Today as a church we celebrate the Holy Trinity. The Holy Trinity is a sacred community of three persons so intimately related that they are but one God. St. Anthanasius spoke of this intimacy hundreds of years ago in this way: “Our triune God is so intimately one divinity yet three persons that whatever you can say about one person you can say of another, except that the one person is the other.”

What this means is that all create, all redeem, all sanctify. Yet our one God remains three persons.

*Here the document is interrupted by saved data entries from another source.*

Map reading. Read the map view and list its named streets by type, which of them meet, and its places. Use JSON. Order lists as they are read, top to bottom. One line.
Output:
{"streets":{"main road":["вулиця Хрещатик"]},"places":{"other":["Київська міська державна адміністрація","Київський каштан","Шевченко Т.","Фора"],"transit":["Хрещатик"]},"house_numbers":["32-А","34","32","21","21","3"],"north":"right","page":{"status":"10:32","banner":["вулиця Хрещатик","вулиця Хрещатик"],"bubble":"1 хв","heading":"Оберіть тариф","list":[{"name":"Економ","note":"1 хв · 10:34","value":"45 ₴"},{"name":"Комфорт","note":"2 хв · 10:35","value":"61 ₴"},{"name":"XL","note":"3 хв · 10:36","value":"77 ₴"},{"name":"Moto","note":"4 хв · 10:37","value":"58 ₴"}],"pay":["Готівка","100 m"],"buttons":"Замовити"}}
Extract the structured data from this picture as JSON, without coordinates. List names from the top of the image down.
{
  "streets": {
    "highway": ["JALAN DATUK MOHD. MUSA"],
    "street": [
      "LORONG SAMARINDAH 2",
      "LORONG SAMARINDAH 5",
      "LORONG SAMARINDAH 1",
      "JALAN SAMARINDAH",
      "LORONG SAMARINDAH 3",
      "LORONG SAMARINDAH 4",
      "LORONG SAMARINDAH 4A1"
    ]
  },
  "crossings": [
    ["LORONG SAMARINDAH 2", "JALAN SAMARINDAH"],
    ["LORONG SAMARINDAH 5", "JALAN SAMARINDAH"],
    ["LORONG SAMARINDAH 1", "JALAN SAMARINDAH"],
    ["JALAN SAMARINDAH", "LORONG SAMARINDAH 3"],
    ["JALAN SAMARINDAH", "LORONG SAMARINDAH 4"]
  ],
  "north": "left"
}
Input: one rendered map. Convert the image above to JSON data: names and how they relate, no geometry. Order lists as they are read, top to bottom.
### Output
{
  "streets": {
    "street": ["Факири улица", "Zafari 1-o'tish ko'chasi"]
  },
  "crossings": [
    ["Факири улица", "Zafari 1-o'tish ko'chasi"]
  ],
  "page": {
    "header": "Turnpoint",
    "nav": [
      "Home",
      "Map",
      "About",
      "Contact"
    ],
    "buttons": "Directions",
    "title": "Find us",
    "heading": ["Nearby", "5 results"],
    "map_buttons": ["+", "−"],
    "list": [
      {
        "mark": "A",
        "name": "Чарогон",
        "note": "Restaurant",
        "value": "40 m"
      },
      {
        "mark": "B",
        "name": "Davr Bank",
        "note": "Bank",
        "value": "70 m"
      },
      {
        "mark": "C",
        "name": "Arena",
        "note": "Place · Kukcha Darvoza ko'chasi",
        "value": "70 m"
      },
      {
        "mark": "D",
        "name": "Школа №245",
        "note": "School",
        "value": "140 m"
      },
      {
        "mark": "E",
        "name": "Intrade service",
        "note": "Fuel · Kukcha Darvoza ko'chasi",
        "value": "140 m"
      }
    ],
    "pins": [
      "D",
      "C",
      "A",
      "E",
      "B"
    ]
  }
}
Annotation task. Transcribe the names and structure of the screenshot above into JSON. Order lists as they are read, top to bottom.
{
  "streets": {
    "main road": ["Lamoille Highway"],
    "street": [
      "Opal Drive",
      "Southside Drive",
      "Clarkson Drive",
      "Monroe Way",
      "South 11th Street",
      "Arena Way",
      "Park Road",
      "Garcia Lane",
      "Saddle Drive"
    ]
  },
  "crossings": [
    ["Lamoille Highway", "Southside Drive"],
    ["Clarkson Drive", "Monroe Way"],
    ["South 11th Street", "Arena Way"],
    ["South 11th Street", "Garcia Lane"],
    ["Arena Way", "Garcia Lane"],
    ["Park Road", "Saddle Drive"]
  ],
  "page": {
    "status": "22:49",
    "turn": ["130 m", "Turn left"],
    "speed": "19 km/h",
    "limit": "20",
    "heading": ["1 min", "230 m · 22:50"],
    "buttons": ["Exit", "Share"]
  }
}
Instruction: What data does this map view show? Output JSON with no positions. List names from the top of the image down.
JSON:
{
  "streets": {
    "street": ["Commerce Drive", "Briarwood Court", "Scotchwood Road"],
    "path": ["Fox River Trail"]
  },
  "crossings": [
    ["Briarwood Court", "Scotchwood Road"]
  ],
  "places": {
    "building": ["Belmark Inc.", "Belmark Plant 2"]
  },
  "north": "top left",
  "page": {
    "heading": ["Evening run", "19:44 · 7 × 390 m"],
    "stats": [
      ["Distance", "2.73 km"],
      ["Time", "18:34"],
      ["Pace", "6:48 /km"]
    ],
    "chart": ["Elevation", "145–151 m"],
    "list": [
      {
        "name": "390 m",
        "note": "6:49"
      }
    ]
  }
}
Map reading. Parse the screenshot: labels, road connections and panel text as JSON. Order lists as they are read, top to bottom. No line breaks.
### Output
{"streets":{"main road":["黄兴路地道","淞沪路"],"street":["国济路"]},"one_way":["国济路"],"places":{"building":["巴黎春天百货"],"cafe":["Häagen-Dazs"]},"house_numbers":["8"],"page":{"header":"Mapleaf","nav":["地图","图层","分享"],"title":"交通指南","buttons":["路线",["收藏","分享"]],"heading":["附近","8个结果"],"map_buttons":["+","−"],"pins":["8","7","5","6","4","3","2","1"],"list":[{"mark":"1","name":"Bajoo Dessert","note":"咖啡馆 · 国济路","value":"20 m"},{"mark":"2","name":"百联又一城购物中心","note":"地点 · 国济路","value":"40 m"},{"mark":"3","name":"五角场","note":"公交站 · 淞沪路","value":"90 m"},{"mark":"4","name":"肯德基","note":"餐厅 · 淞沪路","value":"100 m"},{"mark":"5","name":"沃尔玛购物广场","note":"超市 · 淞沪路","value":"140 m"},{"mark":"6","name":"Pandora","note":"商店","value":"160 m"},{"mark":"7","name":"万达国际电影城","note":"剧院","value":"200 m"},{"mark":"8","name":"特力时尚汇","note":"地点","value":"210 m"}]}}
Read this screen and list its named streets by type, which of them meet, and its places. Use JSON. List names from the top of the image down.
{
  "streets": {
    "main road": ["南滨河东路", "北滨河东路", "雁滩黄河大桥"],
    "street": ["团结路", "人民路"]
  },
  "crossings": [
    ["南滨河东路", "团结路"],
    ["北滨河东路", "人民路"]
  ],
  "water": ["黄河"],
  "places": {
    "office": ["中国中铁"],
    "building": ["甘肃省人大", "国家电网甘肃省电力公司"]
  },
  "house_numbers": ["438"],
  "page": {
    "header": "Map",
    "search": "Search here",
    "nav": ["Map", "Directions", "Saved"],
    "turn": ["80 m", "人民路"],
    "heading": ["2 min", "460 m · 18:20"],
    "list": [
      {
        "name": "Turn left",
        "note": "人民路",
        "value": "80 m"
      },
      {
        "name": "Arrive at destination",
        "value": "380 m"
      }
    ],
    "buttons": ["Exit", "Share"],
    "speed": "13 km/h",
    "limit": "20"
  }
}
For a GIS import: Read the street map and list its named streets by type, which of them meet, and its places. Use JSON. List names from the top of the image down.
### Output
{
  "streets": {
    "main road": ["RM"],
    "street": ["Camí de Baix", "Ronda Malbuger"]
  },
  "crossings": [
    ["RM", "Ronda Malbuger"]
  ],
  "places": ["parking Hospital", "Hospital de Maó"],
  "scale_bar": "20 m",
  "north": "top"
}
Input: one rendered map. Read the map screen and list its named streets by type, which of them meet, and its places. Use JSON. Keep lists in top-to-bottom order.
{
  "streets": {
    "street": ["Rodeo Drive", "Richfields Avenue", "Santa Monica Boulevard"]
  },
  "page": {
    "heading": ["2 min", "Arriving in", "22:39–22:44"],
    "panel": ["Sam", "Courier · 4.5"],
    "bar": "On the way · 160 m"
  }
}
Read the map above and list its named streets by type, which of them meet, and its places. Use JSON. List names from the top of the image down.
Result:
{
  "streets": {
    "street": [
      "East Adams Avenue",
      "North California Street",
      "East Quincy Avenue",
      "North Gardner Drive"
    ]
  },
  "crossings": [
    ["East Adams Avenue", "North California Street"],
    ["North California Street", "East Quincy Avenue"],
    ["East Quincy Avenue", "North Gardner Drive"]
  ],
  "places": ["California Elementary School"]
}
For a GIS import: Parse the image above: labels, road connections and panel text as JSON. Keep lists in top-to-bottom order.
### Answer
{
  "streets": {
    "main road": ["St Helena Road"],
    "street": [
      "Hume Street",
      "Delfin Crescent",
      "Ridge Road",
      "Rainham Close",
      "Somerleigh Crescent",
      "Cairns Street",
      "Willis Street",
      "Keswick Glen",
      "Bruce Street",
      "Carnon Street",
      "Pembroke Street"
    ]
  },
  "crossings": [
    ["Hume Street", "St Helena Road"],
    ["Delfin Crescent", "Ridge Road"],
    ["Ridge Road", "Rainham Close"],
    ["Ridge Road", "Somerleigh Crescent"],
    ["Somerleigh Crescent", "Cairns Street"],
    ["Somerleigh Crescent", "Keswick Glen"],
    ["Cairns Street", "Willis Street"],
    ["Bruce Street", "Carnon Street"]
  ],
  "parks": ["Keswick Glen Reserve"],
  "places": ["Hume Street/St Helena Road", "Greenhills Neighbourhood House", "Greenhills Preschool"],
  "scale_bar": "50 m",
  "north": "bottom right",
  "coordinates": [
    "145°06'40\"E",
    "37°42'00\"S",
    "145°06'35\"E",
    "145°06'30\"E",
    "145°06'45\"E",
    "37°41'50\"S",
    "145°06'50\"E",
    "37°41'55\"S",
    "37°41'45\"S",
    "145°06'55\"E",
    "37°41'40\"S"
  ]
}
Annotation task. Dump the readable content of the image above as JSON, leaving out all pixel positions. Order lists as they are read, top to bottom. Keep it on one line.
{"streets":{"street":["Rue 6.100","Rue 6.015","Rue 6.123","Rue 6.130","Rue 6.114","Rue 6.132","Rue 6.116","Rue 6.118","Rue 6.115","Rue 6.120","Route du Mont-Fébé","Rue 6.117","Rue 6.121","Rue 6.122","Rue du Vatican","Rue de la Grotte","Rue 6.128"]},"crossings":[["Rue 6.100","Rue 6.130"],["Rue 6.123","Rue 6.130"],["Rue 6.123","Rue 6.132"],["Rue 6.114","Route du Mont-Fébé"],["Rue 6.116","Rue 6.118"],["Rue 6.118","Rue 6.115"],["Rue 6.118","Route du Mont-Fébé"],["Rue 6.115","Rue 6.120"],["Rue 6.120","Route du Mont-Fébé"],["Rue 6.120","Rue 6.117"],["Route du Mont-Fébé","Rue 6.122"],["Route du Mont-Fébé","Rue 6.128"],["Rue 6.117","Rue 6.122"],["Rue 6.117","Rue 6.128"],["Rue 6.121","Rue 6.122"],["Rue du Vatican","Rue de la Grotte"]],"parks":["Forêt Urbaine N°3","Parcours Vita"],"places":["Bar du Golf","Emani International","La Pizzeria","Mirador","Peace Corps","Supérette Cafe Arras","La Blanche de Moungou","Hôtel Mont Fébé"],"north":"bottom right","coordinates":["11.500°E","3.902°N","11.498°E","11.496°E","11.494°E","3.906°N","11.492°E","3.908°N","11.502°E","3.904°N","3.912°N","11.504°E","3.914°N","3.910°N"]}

I know that my homilies are published in written form, so you can take this up later and read over it until it sinks in. But today, let’s not get bogged down too much in the mystery of who God is in God’s self. Instead, let’s celebrate that this sacred community who is God welcomes us into relationship. In Exodus, we see Moses bow down to the ground in worship and say, “If I find favor with you, O Lord, do come along in our company.” The question becomes – does God find favor with us? The answer is found in the gospel of John we hear today. “God so loved the world that He gave His only Son.” God finds favor with us, loves us beyond our imagining. God not only comes along in our company, but God welcomes us as community into relationship with God’s divine company. God’s divine community – the most Holy Trinity itself.

 

Rev. Jeff Nicolas
Exodus 34:4b-6, 8-10
2 Corinthians 13:11-13
John 3:16-18

 
             
 

You see, we are not merely a collection of individuals gathered together here because we happen to be going to the same place, like an elevator full of shoppers going to the same floor in a department store. No, our connection to one another runs deeper than this. It’s grander! We are to community like fish are to water. We are born into concentric circles of community. Creation – humanity – a nation – a neighborhood – a family. We are by God’s grace then reborn into concentric circles of our faith community as well. The community of the church throughout the world and history. The United States Catholic Conference. The Archdiocese of Louisville. Epiphany parish. The 5:30, 9:00 and 11:30 mass. And our family, the first instance of church in our lives. Far from being merely a collection of individual believers, we the one Body of Christ, made up of many parts. One body seeking to dance with our triune God.

The thing that we celebrate today is that as incomplete and imperfect as our concentric circles of community may be, God chooses to come along in our company because of God’s unimaginable love for us all.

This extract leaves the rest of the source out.